Saved entries
______
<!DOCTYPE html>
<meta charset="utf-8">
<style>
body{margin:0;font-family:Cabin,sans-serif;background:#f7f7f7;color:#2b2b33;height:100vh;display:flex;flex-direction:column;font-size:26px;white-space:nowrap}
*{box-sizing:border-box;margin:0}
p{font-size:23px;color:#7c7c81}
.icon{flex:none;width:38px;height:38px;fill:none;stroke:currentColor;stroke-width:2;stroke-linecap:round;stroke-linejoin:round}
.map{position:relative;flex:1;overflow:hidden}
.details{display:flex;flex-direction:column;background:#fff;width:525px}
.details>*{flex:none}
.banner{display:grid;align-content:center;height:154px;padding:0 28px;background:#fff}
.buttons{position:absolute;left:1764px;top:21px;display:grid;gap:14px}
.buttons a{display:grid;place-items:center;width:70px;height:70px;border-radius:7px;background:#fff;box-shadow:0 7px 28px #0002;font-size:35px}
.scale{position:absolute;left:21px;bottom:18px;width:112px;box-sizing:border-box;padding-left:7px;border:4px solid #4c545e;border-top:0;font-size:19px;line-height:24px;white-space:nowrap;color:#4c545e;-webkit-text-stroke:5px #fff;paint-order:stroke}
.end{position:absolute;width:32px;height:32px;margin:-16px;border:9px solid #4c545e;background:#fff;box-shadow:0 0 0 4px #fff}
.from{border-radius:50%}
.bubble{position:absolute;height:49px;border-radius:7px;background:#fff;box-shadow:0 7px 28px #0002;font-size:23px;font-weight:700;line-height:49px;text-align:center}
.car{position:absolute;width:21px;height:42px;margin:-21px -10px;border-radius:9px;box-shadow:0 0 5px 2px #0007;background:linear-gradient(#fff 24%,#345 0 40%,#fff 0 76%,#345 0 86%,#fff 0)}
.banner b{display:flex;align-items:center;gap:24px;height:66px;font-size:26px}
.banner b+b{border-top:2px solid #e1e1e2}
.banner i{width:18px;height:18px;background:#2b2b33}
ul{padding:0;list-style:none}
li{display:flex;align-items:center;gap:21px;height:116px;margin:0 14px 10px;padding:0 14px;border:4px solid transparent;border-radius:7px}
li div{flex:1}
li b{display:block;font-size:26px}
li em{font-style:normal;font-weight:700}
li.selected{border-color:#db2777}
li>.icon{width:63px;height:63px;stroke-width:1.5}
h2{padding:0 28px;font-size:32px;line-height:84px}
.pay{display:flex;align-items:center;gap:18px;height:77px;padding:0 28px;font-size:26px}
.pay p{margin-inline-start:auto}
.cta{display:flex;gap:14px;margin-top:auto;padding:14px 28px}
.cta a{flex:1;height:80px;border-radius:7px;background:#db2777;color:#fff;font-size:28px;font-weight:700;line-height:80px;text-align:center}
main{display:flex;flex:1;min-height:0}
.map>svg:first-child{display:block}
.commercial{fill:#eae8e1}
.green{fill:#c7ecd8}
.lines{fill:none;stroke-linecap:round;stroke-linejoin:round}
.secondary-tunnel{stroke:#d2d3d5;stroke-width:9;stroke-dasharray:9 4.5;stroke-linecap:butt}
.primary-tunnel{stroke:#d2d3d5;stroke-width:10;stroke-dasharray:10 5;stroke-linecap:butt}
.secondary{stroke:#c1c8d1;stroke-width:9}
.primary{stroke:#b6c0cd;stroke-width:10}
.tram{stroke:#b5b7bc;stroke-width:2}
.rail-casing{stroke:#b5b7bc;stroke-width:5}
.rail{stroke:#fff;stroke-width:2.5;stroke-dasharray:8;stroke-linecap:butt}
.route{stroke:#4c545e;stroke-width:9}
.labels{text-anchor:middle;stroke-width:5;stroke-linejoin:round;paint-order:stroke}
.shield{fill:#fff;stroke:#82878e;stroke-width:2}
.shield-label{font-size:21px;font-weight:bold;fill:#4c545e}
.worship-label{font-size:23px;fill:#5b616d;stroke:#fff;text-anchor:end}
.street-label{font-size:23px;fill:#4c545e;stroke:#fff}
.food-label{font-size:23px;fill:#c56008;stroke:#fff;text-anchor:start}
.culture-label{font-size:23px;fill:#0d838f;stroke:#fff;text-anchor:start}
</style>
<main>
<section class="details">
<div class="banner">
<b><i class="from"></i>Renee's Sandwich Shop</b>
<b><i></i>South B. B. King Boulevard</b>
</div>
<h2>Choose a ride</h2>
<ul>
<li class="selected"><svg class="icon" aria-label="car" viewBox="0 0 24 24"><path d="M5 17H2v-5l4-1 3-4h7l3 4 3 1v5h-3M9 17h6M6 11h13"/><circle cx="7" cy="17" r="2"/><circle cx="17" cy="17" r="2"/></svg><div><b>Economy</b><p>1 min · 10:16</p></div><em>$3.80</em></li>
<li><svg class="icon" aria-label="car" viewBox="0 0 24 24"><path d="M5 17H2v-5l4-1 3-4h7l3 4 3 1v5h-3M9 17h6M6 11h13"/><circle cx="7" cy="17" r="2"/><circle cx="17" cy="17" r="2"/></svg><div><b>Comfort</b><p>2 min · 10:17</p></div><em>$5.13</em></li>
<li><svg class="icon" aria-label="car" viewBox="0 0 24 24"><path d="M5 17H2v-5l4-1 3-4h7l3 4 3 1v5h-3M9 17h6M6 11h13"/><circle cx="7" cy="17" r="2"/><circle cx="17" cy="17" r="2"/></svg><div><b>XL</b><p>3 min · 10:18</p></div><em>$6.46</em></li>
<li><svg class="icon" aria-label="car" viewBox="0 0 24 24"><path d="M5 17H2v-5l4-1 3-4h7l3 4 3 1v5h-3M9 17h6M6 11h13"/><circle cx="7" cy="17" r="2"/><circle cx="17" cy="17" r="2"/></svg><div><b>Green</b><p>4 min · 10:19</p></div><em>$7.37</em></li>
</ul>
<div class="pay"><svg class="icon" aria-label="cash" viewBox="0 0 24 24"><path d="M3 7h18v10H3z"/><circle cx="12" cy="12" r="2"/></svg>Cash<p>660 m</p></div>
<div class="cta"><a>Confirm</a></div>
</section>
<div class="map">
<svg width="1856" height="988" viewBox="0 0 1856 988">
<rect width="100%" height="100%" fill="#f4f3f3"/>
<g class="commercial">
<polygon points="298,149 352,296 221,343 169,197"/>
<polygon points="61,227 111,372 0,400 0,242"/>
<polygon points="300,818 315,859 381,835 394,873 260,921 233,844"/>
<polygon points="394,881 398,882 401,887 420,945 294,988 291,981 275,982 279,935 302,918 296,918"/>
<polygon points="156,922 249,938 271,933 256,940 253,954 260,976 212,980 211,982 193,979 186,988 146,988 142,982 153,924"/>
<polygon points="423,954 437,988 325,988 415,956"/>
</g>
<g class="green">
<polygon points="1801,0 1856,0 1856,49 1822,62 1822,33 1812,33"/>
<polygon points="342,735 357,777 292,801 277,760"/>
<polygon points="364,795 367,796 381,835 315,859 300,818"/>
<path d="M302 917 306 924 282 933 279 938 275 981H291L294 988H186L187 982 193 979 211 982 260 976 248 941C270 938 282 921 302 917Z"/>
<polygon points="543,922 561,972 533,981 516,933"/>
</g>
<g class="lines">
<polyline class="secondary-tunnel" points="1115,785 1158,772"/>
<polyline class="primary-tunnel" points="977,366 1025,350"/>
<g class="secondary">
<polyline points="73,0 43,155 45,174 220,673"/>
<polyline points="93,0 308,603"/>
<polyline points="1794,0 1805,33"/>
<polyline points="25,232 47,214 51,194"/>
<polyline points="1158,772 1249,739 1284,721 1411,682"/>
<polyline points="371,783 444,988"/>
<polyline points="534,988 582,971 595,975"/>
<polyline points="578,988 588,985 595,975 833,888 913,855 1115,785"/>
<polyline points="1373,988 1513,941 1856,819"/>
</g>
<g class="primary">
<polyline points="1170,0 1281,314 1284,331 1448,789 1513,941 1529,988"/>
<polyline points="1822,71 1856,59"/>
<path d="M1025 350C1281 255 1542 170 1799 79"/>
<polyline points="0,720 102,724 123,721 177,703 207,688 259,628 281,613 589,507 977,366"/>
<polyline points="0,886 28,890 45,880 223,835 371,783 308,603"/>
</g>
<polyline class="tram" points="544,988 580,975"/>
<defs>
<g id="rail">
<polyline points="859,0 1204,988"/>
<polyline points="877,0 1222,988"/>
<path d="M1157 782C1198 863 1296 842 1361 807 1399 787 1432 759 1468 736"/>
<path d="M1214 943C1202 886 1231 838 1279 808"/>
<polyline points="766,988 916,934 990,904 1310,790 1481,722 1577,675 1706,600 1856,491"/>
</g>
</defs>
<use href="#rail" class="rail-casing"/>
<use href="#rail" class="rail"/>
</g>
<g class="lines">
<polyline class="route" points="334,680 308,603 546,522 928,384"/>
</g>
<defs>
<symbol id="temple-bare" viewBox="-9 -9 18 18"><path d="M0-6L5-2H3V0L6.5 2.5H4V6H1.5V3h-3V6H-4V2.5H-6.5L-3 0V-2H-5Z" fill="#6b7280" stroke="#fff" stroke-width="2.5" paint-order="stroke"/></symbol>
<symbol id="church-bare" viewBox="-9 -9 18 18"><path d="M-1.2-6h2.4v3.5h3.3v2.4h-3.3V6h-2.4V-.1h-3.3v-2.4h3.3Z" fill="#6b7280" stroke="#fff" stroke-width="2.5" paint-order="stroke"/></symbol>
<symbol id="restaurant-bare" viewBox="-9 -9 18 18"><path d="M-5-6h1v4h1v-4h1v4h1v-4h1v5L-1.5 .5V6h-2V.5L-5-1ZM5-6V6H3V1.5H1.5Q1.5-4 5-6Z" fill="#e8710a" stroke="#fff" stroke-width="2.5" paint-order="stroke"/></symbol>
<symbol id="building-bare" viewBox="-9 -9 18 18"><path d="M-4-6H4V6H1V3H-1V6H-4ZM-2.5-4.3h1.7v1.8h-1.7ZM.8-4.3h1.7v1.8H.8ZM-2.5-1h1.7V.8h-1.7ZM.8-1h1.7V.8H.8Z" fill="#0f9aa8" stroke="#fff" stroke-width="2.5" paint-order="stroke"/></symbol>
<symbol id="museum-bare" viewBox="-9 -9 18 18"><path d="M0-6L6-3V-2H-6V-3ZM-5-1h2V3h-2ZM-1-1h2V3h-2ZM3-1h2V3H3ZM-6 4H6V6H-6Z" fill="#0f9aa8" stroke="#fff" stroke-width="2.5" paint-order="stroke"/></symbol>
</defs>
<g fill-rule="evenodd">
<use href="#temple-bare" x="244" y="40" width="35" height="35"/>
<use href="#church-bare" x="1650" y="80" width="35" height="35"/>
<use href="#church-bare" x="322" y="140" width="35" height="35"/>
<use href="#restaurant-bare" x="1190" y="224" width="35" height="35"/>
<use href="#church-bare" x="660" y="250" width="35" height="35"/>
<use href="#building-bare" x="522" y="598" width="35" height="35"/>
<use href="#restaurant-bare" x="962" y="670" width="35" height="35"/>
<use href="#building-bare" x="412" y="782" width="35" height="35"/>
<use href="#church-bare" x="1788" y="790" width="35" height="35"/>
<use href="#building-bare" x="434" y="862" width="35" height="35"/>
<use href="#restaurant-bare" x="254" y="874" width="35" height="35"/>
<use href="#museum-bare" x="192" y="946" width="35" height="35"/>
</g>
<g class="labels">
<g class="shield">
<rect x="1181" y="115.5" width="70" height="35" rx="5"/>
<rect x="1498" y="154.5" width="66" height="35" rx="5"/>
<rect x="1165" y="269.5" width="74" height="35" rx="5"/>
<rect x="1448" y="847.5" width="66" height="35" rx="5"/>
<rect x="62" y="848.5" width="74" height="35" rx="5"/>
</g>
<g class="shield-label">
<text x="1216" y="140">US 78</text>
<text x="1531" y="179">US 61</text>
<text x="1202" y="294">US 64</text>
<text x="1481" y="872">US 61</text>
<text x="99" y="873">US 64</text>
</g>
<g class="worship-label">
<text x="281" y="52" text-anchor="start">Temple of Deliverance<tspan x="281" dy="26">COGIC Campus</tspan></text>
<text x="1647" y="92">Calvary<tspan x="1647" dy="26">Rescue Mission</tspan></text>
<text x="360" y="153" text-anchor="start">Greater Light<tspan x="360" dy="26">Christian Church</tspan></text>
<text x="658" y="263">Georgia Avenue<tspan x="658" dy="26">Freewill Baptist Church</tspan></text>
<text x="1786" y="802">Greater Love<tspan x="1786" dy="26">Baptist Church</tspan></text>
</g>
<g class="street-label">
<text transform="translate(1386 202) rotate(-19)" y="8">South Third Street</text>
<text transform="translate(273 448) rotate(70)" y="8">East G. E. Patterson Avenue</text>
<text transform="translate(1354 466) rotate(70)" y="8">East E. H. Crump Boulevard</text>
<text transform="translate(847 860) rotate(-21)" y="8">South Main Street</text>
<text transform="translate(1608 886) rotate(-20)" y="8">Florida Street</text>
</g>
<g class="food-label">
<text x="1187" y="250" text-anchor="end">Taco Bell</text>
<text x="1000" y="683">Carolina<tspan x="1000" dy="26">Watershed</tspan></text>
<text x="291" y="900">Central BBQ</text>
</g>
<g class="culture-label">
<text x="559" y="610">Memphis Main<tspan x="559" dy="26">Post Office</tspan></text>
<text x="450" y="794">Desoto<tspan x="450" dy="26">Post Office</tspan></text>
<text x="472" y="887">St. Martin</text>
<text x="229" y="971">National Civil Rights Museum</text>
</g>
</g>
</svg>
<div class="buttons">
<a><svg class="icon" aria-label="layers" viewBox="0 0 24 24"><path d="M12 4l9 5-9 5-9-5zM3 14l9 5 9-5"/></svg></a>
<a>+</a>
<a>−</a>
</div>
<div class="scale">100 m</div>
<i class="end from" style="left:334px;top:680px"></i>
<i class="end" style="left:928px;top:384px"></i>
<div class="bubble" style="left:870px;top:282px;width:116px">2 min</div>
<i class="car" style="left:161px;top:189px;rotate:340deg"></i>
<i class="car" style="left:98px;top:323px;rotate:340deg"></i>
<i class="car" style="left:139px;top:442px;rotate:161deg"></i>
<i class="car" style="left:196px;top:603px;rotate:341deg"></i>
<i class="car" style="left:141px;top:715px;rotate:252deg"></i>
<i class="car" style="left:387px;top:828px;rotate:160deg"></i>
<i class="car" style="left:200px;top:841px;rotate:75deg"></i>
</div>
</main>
______
BRIEF –
Above are records; repeat only the lines starting at the line with "28,890 45,880 223,835" and ending at the line with "782C1198 863 1296", exactly as they appear, both included.

EXERCISE RESULT –
<polyline points="0,886 28,890 45,880 223,835 371,783 308,603"/>
</g>
<polyline class="tram" points="544,988 580,975"/>
<defs>
<g id="rail">
<polyline points="859,0 1204,988"/>
<polyline points="877,0 1222,988"/>
<path d="M1157 782C1198 863 1296 842 1361 807 1399 787 1432 759 1468 736"/>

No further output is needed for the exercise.